In the instant case penalty charged levied by the SEBI are related to shortfall in the margin money and is not for infraction of any law. Accordingly the said payment cannot be considered as penalty for violation of any law falling within the ambit of proviso to section 37(1) of the Act. Accordingly, following the decision rendered by the Division Bench in the case of M/s. The Stock & Bond Trading Co. (supra), I hold that the said amount is allowable as deduction.

FULL TEXT OF THE ORDER OF ITAT MUMBAI

The assessee has filed this appeal challenging the order dated 22.2.2022 passed by learned CIT(A)-53, Mumbai and it relates to A.Y. 2017-18.

2. The solitary issue urged in this appeal relates to disallowance of Rs.3,69,661/-, being penalty levied upon the assessee by the Stock Exchange for maintaining short margins.

3. The assessee company is engaged in the business of the share broking and trading in shares and securities.
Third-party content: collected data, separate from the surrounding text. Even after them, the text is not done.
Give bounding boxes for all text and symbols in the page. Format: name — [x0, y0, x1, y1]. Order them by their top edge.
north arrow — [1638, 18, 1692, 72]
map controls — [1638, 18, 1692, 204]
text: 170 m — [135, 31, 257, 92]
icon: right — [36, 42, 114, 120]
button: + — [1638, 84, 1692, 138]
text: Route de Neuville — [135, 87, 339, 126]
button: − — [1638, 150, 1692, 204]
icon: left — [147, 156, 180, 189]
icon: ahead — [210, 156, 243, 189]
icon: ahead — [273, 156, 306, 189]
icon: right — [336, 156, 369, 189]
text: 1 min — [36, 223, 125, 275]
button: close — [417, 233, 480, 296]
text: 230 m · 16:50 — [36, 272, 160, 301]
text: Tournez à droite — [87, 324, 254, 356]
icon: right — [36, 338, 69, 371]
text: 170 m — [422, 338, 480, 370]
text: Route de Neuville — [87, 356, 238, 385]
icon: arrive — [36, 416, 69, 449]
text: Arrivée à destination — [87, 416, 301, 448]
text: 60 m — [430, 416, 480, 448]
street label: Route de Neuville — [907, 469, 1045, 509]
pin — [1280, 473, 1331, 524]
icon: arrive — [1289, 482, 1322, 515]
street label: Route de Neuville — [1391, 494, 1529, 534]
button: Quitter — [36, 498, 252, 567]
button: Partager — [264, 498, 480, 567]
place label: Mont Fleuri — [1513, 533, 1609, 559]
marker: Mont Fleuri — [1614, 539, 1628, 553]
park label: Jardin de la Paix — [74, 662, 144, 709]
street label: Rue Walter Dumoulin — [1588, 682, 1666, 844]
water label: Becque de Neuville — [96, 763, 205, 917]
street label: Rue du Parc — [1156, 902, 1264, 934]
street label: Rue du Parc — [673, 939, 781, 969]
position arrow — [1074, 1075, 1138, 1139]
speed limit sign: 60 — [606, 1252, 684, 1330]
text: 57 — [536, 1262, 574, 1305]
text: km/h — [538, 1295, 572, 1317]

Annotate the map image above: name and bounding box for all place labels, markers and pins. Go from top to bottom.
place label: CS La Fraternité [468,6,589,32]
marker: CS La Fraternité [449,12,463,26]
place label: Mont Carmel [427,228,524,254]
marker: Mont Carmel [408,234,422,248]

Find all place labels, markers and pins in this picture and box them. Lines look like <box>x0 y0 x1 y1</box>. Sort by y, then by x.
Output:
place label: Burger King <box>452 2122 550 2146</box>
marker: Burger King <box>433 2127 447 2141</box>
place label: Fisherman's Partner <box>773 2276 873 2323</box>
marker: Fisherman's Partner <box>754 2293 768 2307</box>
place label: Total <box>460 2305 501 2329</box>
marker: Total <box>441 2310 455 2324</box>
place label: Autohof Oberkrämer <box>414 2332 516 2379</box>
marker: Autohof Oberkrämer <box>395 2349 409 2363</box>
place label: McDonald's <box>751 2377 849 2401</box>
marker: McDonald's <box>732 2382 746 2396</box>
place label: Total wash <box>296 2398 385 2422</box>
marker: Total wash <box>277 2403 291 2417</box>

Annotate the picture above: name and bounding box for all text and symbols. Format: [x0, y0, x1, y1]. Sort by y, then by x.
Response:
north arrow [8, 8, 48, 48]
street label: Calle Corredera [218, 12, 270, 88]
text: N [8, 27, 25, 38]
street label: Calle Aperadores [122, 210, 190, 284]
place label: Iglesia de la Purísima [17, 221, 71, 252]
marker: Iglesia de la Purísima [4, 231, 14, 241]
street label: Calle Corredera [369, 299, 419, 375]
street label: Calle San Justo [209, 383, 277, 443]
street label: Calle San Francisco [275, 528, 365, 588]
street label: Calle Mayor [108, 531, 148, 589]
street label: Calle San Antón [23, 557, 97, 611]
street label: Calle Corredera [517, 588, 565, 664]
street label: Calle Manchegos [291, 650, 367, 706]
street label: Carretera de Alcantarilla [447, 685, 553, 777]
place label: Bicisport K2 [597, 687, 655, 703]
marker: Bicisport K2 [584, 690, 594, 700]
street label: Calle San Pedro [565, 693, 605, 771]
During the year under consideration the assessee has paid a sum of Rs. 3,69,661/- as penalty to the Stock Exchange. The Assessing Officer disallowed the same holding that the penalty is not allowable as deduction. Learned CIT(A) confirmed the same.

4. The Learned AR submitted that the assessee is required to maintain margin money with the Stock Exchange. Whenever margin money falls short, the assessee has to make good the same immediately, failing which, the Stock Exchange would levy a penalty upon the assessee. The Learned AR submitted that the said penalty is levied as per the terms and conditions entered with the Stock exchange with its members. It is only a practice of disciplining the members of stock exchange, i.e., it is only a deterrent under the usual business of carrying on the business by the members of stock exchange. The Ld A.R submitted that the said penalty cannot be equated with the penalty levied for infraction of any law and hence proviso to section 37(1) of the Act would not apply to the above said payment. Accordingly he submitted that learned CIT(A) was not justified in confirming the disallowance made by the Assessing Officer. The Learned AR submitted that an identical issue has been considered by the Coordinate Bench of the Tribunal in the case of ITO Vs. M/s. The Stock & Bond Trading Co. (ITA No. 6459/Mum/08 dated 2.2.2010) and the Tribunal has deleted the disallowance by holding that the penalty charges levied by the Stock Exchange cannot be treated to penalty falling within the ambit of proviso to section 37(1) of the Act. The Learned AR submitted that the above said decision of the Tribunal has since been uphold by Hon’ble High Court of Bombay in ITA No. 4117 of 2010 dated 14.10.2011.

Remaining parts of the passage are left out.